Recorded data ▸

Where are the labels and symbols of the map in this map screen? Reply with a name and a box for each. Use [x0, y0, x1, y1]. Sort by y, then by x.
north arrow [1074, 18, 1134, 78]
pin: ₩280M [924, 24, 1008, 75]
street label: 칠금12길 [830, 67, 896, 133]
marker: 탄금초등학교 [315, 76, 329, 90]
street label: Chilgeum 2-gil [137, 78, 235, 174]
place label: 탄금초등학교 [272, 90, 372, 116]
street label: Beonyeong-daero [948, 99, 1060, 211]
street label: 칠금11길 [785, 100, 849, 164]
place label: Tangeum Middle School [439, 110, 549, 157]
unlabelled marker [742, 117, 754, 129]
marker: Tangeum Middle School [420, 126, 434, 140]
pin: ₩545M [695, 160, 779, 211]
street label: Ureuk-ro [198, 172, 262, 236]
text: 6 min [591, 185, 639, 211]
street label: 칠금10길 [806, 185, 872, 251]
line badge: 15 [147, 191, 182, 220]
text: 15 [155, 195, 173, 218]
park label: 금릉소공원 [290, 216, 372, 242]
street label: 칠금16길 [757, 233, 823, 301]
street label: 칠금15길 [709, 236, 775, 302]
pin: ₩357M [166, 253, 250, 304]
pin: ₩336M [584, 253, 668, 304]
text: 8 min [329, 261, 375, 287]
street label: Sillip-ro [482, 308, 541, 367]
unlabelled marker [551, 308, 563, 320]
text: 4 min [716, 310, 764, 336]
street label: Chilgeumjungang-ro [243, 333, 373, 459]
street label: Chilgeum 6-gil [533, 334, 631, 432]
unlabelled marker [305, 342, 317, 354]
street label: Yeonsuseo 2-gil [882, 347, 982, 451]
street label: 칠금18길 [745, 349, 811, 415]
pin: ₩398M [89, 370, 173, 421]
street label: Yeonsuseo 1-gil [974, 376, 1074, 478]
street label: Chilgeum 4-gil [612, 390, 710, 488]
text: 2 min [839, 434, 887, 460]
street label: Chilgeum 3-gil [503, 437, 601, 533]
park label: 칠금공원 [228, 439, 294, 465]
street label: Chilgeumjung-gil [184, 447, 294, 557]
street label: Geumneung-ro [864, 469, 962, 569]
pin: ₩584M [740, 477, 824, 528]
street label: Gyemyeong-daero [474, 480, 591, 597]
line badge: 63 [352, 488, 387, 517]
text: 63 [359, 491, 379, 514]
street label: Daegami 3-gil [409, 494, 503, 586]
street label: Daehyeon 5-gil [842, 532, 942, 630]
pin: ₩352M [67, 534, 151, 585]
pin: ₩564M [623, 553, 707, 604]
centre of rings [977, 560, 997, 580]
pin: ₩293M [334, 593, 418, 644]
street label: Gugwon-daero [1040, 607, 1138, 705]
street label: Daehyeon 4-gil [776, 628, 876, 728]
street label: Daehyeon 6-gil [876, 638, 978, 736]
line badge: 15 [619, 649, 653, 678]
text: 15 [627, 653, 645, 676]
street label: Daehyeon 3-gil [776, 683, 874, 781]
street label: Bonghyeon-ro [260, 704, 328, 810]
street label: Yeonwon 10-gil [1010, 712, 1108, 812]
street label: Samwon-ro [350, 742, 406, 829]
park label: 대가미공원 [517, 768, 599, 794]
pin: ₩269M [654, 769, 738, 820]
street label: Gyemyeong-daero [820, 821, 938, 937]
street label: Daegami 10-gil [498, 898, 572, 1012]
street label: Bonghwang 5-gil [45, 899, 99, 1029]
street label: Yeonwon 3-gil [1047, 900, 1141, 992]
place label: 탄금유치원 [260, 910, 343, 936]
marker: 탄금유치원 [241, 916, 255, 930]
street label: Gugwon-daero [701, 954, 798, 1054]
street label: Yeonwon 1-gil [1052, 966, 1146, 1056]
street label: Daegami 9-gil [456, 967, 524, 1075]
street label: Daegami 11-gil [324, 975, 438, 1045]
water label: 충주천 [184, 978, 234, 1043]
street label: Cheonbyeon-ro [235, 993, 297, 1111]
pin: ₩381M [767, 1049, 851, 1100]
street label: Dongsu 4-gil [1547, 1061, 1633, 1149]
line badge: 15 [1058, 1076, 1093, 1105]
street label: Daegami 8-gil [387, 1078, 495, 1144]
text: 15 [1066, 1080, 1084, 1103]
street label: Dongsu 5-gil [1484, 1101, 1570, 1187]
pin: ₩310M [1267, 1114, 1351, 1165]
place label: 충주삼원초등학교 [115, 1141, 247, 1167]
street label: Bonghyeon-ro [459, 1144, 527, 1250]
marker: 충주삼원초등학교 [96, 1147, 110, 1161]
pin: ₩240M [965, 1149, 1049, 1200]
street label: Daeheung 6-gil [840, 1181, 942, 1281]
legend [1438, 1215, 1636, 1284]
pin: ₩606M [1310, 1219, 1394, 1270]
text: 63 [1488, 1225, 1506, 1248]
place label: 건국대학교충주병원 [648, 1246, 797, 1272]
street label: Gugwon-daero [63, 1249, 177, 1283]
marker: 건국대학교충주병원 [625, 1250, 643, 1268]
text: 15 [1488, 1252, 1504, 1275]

Goal of the exercise ▸
Transcribe the material so that every line matches the original exactly.

Reply to the exercise ▸
Where are the labels and symbols of the map in this map screen? Reply with a name and a box for each. Use [x0, y0, x1, y1]. Sort by y, then by x.
north arrow [1074, 18, 1134, 78]
pin: ₩280M [924, 24, 1008, 75]
street label: 칠금12길 [830, 67, 896, 133]
marker: 탄금초등학교 [315, 76, 329, 90]
street label: Chilgeum 2-gil [137, 78, 235, 174]
place label: 탄금초등학교 [272, 90, 372, 116]
street label: Beonyeong-daero [948, 99, 1060, 211]
street label: 칠금11길 [785, 100, 849, 164]
place label: Tangeum Middle School [439, 110, 549, 157]
unlabelled marker [742, 117, 754, 129]
marker: Tangeum Middle School [420, 126, 434, 140]
pin: ₩545M [695, 160, 779, 211]
street label: Ureuk-ro [198, 172, 262, 236]
text: 6 min [591, 185, 639, 211]
street label: 칠금10길 [806, 185, 872, 251]
line badge: 15 [147, 191, 182, 220]
text: 15 [155, 195, 173, 218]
park label: 금릉소공원 [290, 216, 372, 242]
street label: 칠금16길 [757, 233, 823, 301]
street label: 칠금15길 [709, 236, 775, 302]
pin: ₩357M [166, 253, 250, 304]
pin: ₩336M [584, 253, 668, 304]
text: 8 min [329, 261, 375, 287]
street label: Sillip-ro [482, 308, 541, 367]
unlabelled marker [551, 308, 563, 320]
text: 4 min [716, 310, 764, 336]
street label: Chilgeumjungang-ro [243, 333, 373, 459]
street label: Chilgeum 6-gil [533, 334, 631, 432]
unlabelled marker [305, 342, 317, 354]
street label: Yeonsuseo 2-gil [882, 347, 982, 451]
street label: 칠금18길 [745, 349, 811, 415]
pin: ₩398M [89, 370, 173, 421]
street label: Yeonsuseo 1-gil [974, 376, 1074, 478]
street label: Chilgeum 4-gil [612, 390, 710, 488]
text: 2 min [839, 434, 887, 460]
street label: Chilgeum 3-gil [503, 437, 601, 533]
park label: 칠금공원 [228, 439, 294, 465]
street label: Chilgeumjung-gil [184, 447, 294, 557]
street label: Geumneung-ro [864, 469, 962, 569]
pin: ₩584M [740, 477, 824, 528]
street label: Gyemyeong-daero [474, 480, 591, 597]
line badge: 63 [352, 488, 387, 517]
text: 63 [359, 491, 379, 514]
street label: Daegami 3-gil [409, 494, 503, 586]
street label: Daehyeon 5-gil [842, 532, 942, 630]
pin: ₩352M [67, 534, 151, 585]
pin: ₩564M [623, 553, 707, 604]
centre of rings [977, 560, 997, 580]
pin: ₩293M [334, 593, 418, 644]
street label: Gugwon-daero [1040, 607, 1138, 705]
street label: Daehyeon 4-gil [776, 628, 876, 728]
street label: Daehyeon 6-gil [876, 638, 978, 736]
line badge: 15 [619, 649, 653, 678]
text: 15 [627, 653, 645, 676]
street label: Daehyeon 3-gil [776, 683, 874, 781]
street label: Bonghyeon-ro [260, 704, 328, 810]
street label: Yeonwon 10-gil [1010, 712, 1108, 812]
street label: Samwon-ro [350, 742, 406, 829]
park label: 대가미공원 [517, 768, 599, 794]
pin: ₩269M [654, 769, 738, 820]
street label: Gyemyeong-daero [820, 821, 938, 937]
street label: Daegami 10-gil [498, 898, 572, 1012]
street label: Bonghwang 5-gil [45, 899, 99, 1029]
street label: Yeonwon 3-gil [1047, 900, 1141, 992]
place label: 탄금유치원 [260, 910, 343, 936]
marker: 탄금유치원 [241, 916, 255, 930]
street label: Gugwon-daero [701, 954, 798, 1054]
street label: Yeonwon 1-gil [1052, 966, 1146, 1056]
street label: Daegami 9-gil [456, 967, 524, 1075]
street label: Daegami 11-gil [324, 975, 438, 1045]
water label: 충주천 [184, 978, 234, 1043]
street label: Cheonbyeon-ro [235, 993, 297, 1111]
pin: ₩381M [767, 1049, 851, 1100]
street label: Dongsu 4-gil [1547, 1061, 1633, 1149]
line badge: 15 [1058, 1076, 1093, 1105]
street label: Daegami 8-gil [387, 1078, 495, 1144]
text: 15 [1066, 1080, 1084, 1103]
street label: Dongsu 5-gil [1484, 1101, 1570, 1187]
pin: ₩310M [1267, 1114, 1351, 1165]
place label: 충주삼원초등학교 [115, 1141, 247, 1167]
street label: Bonghyeon-ro [459, 1144, 527, 1250]
marker: 충주삼원초등학교 [96, 1147, 110, 1161]
pin: ₩240M [965, 1149, 1049, 1200]
street label: Daeheung 6-gil [840, 1181, 942, 1281]
legend [1438, 1215, 1636, 1284]
pin: ₩606M [1310, 1219, 1394, 1270]
text: 63 [1488, 1225, 1506, 1248]
place label: 건국대학교충주병원 [648, 1246, 797, 1272]
street label: Gugwon-daero [63, 1249, 177, 1283]
marker: 건국대학교충주병원 [625, 1250, 643, 1268]
text: 15 [1488, 1252, 1504, 1275]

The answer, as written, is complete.